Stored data
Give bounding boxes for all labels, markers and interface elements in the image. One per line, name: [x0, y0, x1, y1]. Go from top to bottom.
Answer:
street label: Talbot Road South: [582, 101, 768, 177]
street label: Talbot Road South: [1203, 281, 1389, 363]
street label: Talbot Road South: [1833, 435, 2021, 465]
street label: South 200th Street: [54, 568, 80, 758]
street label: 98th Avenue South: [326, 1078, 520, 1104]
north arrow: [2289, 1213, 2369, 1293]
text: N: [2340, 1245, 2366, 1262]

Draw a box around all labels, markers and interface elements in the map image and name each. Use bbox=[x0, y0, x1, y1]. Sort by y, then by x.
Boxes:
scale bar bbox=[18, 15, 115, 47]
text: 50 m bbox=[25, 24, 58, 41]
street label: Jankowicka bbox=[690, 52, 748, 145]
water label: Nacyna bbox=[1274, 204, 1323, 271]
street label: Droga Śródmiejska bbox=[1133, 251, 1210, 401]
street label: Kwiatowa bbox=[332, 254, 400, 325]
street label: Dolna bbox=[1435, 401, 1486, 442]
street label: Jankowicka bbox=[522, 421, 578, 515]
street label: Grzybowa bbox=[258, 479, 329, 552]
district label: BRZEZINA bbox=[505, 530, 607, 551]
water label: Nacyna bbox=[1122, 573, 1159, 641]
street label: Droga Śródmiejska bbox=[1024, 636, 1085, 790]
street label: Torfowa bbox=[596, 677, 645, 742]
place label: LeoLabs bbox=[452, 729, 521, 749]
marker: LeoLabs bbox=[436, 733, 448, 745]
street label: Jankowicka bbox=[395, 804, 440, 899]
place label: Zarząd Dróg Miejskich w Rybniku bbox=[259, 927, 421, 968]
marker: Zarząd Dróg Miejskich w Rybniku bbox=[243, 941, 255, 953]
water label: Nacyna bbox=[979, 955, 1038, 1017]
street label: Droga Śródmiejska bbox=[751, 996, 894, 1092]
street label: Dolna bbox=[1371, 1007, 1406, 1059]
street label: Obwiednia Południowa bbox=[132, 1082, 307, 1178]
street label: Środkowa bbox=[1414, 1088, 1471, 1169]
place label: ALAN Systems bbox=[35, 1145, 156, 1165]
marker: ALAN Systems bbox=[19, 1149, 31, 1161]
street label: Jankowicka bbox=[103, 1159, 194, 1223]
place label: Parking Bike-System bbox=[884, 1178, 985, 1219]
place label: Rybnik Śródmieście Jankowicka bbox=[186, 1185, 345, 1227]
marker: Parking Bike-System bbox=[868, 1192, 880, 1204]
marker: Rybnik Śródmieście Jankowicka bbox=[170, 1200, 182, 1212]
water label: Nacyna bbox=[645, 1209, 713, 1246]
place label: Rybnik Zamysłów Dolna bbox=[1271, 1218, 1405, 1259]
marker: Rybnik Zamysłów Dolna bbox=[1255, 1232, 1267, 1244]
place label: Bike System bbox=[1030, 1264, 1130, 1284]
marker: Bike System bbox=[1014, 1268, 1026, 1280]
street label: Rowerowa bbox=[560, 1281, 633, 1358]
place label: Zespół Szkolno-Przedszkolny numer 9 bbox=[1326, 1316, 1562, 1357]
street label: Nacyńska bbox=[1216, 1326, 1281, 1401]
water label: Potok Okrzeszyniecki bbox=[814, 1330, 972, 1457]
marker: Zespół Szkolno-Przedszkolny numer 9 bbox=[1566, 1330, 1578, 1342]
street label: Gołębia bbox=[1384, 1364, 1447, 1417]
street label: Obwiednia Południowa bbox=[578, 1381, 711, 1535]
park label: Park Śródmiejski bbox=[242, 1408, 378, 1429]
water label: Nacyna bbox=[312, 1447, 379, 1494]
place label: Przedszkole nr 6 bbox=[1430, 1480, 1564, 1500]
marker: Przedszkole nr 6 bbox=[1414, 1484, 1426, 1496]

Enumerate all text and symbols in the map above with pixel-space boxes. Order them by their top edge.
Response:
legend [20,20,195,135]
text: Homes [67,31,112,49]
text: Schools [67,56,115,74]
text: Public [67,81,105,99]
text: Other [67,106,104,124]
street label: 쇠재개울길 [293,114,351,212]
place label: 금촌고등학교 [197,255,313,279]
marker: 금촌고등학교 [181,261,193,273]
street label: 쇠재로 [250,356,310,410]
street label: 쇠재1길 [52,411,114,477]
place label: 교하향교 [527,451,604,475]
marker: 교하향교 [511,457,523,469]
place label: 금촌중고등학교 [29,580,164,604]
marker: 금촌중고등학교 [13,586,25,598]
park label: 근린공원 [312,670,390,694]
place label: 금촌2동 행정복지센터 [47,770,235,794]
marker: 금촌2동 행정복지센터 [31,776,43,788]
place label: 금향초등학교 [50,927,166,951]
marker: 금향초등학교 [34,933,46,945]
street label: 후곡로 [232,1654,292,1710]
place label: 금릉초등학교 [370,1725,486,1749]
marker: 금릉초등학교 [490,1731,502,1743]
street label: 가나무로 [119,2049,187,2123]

| Work order |
Your task is to restate, word for word, the lines from the beginning of the records to the line with "Draw a box around", inclusive.

| Solved problem |
Give bounding boxes for all labels, markers and interface elements in the image. One per line, name: [x0, y0, x1, y1]. Go from top to bottom.
Answer:
street label: Talbot Road South: [582, 101, 768, 177]
street label: Talbot Road South: [1203, 281, 1389, 363]
street label: Talbot Road South: [1833, 435, 2021, 465]
street label: South 200th Street: [54, 568, 80, 758]
street label: 98th Avenue South: [326, 1078, 520, 1104]
north arrow: [2289, 1213, 2369, 1293]
text: N: [2340, 1245, 2366, 1262]

Draw a box around all labels, markers and interface elements in the map image and name each. Use bbox=[x0, y0, x1, y1]. Sort by y, then by x.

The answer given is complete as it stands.